Fevereiro 3, 2025 . 13:00
Andamos distraídos ou entretidos com malas “arrudadas” de aeroportos para S. Bento; com o “trucidar” de putativos a putativos candidatos presidenciais (acompanhados de hipotéticas sondagens); com “pens” misteriosamente descobertas em catacumbas dos gabinetes do Parlamento (coincidentemente divulgadas no preciso momento da excelente entrevista de António Costa sobre política europeia e o estado de alma do mundo); entre incoerências ideológicas partidárias de despedimentos laborais; ou as perceções de falta de segurança de um autarca manifestamente inseguro na sua governação local (mesmo com os números à frente do nariz).

Enquanto isso, o país e o portugueses vão-se esquecendo dos problemas no SNS, na saúde, nas urgências encerradas; na promiscuidade público-privada em relação ao dinheiro das reformas dos portugueses; na educação, nos alunos sem professores em plena segunda metade do ano letivo, no descongelamento das propinas ou do novo Regime Jurídico do Ensino Superior; na crise da habitação que não dá sinais de recuar, antes pelo contrário; nas duas demissões na estrutura governativa (secretário de Estado das Autarquias Locais, no âmbito da polémica e desaconselhada Lei dos Solos, e o secretário-geral do MAI, no seguimento do caso do “assalto” às instalações, em agosto de 2024); no aumento dos preços e do nível de vida; na economia que dá sinais de abrandamento e estagnação (sobre o regozijo governamental do crescimento, de 1,9%, do PIB, acima dos perspetivado, mais 0,1% do que estimado, importa recordar que o valor de 2022 foi de 6,7% e em 2023 de 2,3%); no preocupante desperdício de mais de 16 mil milhões de euros de uma irrepetível oportunidade de desenvolvimento do país, que a anunciada reprogramação do PRR não disfarça, com recuo nos investimentos em infraestruturas, mobilidade ou, até, na habitação (para muita dor de cabeça de muitos autarcas); na dificuldade de incrementar e fomentar uma melhor coesão social, inclusão e integração.

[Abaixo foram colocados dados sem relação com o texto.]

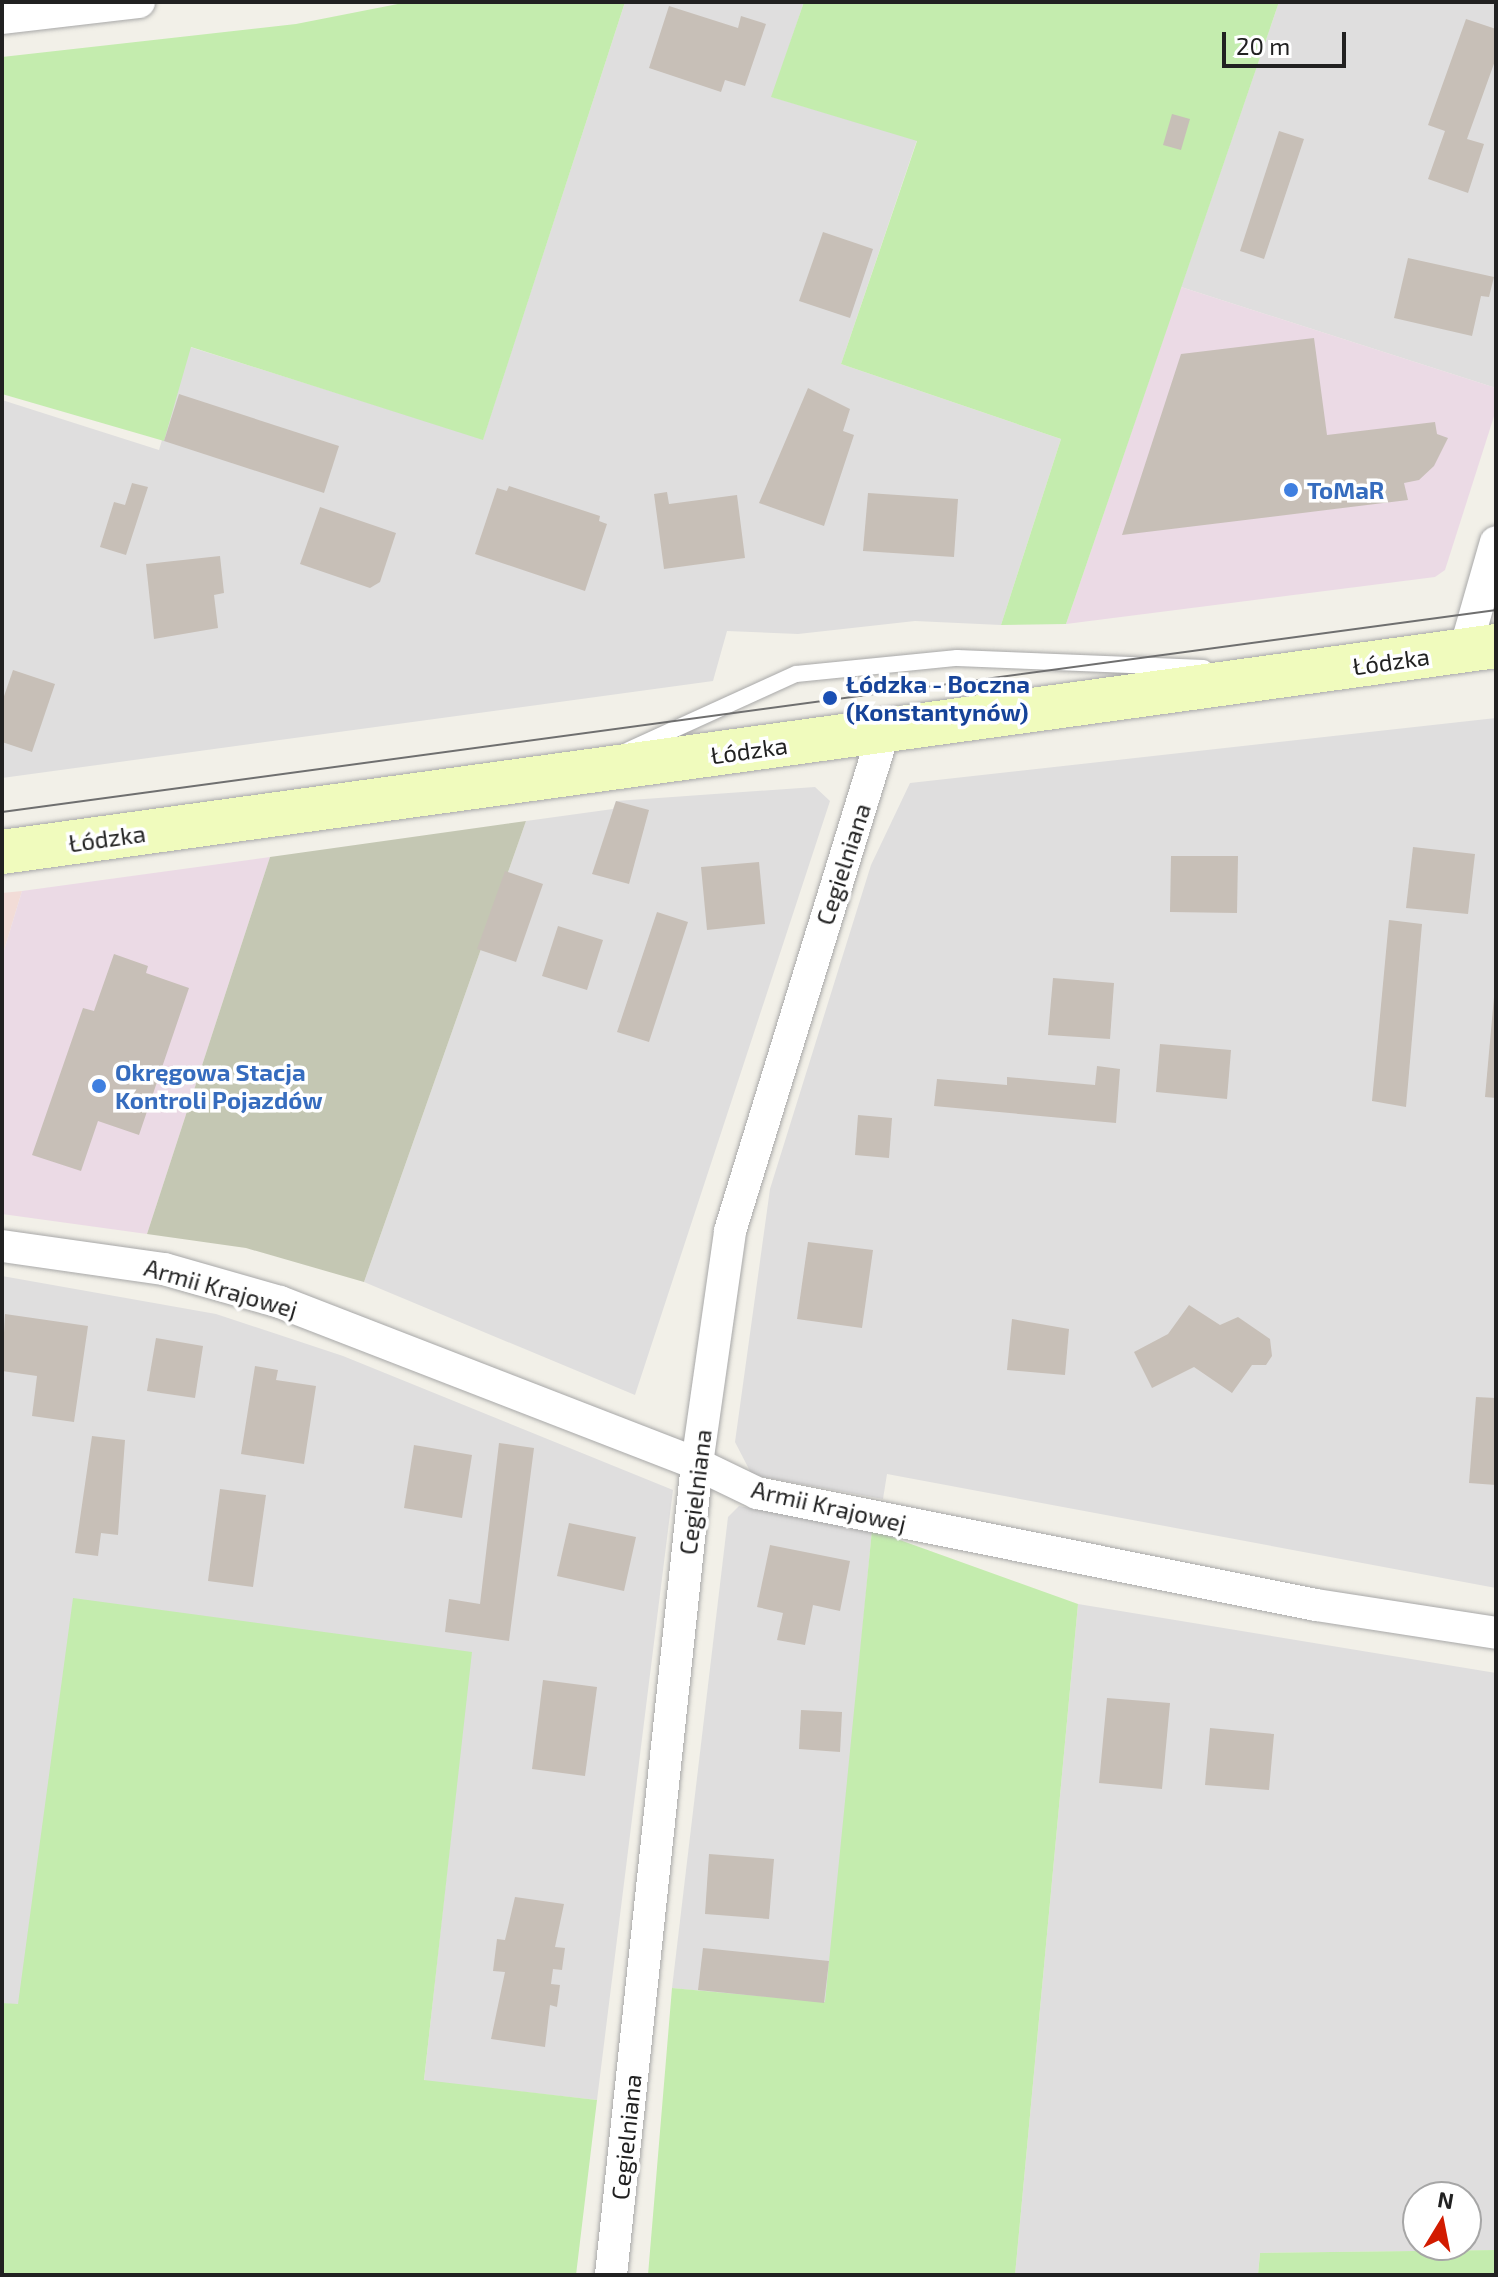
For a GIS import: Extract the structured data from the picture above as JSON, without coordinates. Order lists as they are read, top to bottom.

Enquanto isso, o país passa à margem, com uma significativa apatia da comunicação social, da realidade da condição e qualidade de vida dos portugueses.

A divulgação, nesta sexta-feira, do relatório intercalar “Portugal, Balanço Social 2024”, elaborado por académicos da Nova SBE (Nova School of Business & Economics), confirma esta realidade: em 2022, a taxa de risco de pobreza absoluta variou entre 8,5% e 12,6%, conforme o método de análise utilizado com base nos rendimentos familiares necessários para «garantir o acesso a um conjunto de bens e serviços considerados necessários».

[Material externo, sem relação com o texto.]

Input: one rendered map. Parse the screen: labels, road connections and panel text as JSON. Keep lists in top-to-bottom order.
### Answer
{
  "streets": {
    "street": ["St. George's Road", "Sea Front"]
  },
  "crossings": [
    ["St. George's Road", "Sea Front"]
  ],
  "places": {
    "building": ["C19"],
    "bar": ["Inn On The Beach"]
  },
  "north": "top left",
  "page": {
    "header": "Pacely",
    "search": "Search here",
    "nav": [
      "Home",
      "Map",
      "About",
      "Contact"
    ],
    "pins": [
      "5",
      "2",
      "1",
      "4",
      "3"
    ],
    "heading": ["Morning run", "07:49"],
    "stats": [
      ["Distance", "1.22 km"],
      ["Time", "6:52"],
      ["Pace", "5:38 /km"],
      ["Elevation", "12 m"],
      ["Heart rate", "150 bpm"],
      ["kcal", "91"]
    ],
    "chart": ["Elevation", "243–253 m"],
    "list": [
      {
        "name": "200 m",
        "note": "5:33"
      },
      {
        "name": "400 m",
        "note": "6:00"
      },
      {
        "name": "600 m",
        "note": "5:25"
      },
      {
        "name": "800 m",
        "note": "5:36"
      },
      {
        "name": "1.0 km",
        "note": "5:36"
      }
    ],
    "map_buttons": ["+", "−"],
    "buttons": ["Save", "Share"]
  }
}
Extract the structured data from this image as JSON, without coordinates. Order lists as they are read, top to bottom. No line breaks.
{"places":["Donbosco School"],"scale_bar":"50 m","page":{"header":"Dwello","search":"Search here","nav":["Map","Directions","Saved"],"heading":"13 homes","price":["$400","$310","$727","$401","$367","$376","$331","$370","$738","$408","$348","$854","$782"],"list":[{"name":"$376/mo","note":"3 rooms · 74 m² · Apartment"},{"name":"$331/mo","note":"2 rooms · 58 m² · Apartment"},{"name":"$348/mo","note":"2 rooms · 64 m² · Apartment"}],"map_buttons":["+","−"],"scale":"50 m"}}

Os valores apresentados, abaixo do referencial do limiar da pobreza (16,4% em 2022), ao contrário das perceções de alguns quanto aos números estatísticos (seja na pobreza, seja na segurança), colocam-nos perante uma realidade social que nos deve preocupar (mesmo que esta tenha vindo a diminuir): 1,3 milhões de portugueses não possuem recursos para pagar uma dieta adequada. Sendo que, por “dieta adequa­da”, entende-se uma despesa em alimentação de 5,5 euros/dia. O estudo adianta ainda que os desempregados, as crianças, os estrangeiros, os idosos e as famílias numerosas (uma em cada três) são os grupos mais afetados e os mais vulneráveis à pobreza.

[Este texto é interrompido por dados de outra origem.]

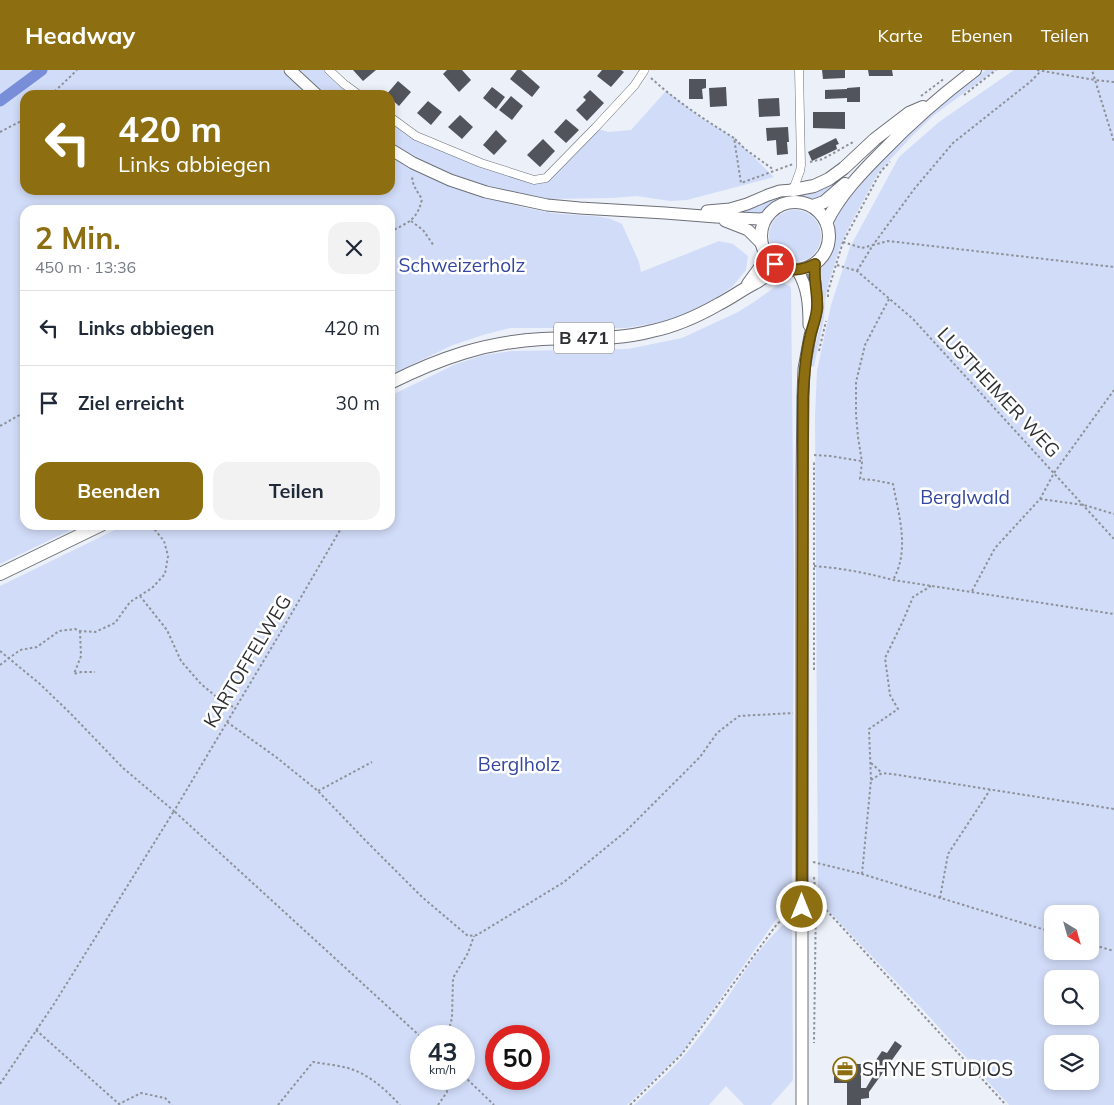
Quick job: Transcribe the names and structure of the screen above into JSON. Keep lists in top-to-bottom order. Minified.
{"streets":{"main road":["B 471"],"path":["LUSTHEIMER WEG","KARTOFFELWEG"]},"parks":["Schweizerholz","Berglwald","Berglholz"],"places":{"office":["SHYNE STUDIOS"]},"north":"bottom right","page":{"header":"Headway","nav":["Karte","Ebenen","Teilen"],"turn":["420 m","Links abbiegen"],"heading":["2 Min.","450 m · 13:36"],"list":[{"name":"Links abbiegen","value":"420 m"},{"name":"Ziel erreicht","value":"30 m"}],"buttons":["Beenden","Teilen"],"speed":"43 km/h","limit":"50"}}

Considerando as despesas de um agregado familiar, o inquérito IDEF de 2022 revela que habitação, água e energia (39,3%) e a alimentação (21,5%), às quais podemos somar os 3,8% em saúde, consomem quase 65% do rendimento mensal das famílias.

Mas há, a reforçar este contexto, um outro número que merece reflexão: cerca de 900 mil trabalhadores (8,9% da população portuguesa), que auferem um rendimento mensal, encontram-se em situação de pobreza absoluta, muitos deles sem recursos para se poderem abrigar debaixo de um teto (13 mil pessoas viviam em situação de sem-abrigo, em 2023).

Não há dignidade na pobreza. Não há qualquer dignidade no esforço de sobrevivência de mais de 1,3 milhões de portugueses. Não há coesão social que promova a paz social, o desenvolvimento das comunidades e do país, e o fortalecimento da democracia quando há mais de 1,3 milhões de portugueses que não têm 5,5 euros, por dia, para comer.